Vitis Tutorials: Hardware Acceleration (XD099)

Document ID
XD099
Release Date
2023-08-02
Version
2023.1 English

In this first exercise, you will look at a pipelined kernel execution.

In this build you are only dealing with a single instance of the kernel, or compute unit (CU) running in the hardware. However, as previously described, the run of a kernel also requires the transmission of data to and from the CU. These activities should be pipelined to minimize the idle-time of the kernel working with the host application.

Open the host code, src/pipeline_host.cpp, and look at the execution loop starting at line 55.

  // -- Execution -----------------------------------------------------------

  for(unsigned int i=0; i < numBuffers; i++) {
    tasks[i].run(api);
  }
  clFinish(api.getQueue());

In this case, the code schedules all the buffers and lets them execute. Only at the end does it actually synchronize and wait for completion.

  1. Compile and run the host code (srcPipeline/host.cpp) using the following command.

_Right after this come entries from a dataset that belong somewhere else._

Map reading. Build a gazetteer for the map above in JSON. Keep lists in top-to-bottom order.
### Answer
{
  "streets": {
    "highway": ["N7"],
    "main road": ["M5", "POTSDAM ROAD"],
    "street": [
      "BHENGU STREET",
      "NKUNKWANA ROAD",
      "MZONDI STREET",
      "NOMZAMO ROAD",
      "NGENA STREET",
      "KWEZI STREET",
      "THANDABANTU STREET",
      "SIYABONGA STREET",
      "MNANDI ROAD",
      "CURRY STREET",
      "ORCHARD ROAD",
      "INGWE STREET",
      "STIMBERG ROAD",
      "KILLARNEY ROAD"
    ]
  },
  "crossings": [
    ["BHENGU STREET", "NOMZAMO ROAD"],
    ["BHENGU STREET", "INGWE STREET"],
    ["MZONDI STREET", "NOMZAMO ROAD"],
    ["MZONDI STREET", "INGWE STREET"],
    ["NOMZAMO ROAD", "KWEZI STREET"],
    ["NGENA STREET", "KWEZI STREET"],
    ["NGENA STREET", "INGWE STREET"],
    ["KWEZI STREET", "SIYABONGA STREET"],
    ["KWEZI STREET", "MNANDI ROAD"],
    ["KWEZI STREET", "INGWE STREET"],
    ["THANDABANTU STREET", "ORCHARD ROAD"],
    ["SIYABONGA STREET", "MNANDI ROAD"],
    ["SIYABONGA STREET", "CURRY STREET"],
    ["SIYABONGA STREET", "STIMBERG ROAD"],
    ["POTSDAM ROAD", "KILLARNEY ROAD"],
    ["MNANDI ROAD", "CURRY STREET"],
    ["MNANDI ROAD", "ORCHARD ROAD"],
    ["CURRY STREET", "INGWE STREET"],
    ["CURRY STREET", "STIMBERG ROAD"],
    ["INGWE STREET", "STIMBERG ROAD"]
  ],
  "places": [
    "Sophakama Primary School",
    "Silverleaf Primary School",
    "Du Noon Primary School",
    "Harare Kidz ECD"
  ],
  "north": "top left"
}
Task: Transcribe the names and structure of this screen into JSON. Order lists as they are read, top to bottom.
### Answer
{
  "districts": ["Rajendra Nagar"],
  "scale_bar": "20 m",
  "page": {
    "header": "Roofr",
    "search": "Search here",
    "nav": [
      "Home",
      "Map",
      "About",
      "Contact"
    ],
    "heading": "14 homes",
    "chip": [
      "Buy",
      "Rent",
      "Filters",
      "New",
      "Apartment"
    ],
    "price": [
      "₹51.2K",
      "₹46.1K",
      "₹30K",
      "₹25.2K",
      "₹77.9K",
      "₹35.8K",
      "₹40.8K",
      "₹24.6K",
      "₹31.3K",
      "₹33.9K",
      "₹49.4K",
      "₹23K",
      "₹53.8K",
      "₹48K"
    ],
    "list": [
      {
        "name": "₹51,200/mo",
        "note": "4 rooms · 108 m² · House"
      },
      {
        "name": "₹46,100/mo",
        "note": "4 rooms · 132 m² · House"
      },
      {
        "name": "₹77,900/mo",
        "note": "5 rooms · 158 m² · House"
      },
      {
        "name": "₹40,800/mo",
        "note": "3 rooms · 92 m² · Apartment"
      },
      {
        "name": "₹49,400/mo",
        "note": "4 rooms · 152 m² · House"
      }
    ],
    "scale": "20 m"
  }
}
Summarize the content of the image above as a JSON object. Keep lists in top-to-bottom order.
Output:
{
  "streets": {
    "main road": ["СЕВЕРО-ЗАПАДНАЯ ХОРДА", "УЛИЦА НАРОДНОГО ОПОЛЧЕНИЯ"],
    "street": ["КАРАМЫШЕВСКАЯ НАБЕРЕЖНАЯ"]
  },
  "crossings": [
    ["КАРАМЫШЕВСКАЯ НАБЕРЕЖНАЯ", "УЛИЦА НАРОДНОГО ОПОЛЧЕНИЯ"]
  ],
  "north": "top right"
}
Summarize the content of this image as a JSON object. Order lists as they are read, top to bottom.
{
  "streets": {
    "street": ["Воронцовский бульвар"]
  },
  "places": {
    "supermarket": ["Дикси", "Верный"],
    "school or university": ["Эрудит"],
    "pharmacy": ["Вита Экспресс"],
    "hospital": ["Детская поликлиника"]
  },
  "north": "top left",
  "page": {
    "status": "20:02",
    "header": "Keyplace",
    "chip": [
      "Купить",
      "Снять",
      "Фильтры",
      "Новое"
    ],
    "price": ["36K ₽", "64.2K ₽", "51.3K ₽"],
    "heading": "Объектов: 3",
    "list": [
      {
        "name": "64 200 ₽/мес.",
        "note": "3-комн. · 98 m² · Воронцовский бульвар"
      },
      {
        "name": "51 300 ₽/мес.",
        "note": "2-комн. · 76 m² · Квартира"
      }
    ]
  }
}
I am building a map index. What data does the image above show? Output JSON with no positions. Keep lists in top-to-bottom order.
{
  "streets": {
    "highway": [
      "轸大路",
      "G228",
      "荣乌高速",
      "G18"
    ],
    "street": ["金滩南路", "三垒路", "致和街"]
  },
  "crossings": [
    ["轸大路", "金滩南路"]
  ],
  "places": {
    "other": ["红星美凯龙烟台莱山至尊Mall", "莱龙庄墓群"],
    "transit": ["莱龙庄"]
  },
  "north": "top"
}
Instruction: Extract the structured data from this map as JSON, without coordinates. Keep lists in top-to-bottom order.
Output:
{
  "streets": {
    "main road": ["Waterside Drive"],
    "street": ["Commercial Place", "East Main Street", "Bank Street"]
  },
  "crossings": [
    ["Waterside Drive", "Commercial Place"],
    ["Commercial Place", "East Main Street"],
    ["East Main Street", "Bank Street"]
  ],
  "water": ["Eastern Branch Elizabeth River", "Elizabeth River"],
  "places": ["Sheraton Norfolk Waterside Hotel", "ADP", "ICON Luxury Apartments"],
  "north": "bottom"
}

    make TARGET=hw DEVICE=xilinx_u200_gen3x16_xdma_2_202110_1 LAB=pipeline
    

    Compared to the kernel compilation time, this build step takes very little time.

  2. You are now ready to run the application.

    The runtime data is generated by the host program due to settings specified in the xrt.ini file, as described in Enabling Profiling in Your Application. This file is found at ./reference-files/auxFiles/xrt.ini, and is copied to the runPipeline directory by the make run command.

    The xrt.ini file contains the following settings:

    [Debug]
    opencl_trace=true
    device_trace=coarse
    

    Use the following command to run the application.

    make run TARGET=hw DEVICE=xilinx_u200_gen3x16_xdma_2_202110_1 LAB=pipeline
    

    After the run completes, open the Application Timeline using the Vitis analyzer, then select the Application Timeline located in left side panel.

    vitis_analyzer pipeline/xrt.run_summary
    

    NOTE: In the 2023.1 release this command opens the Analysis view of the new Vitis Unified IDE and loads the run summary as described in Working with the Analysis View. You can navigate to the various reports using the left pane of the Analysis view or by clicking on the links provided in the summary report.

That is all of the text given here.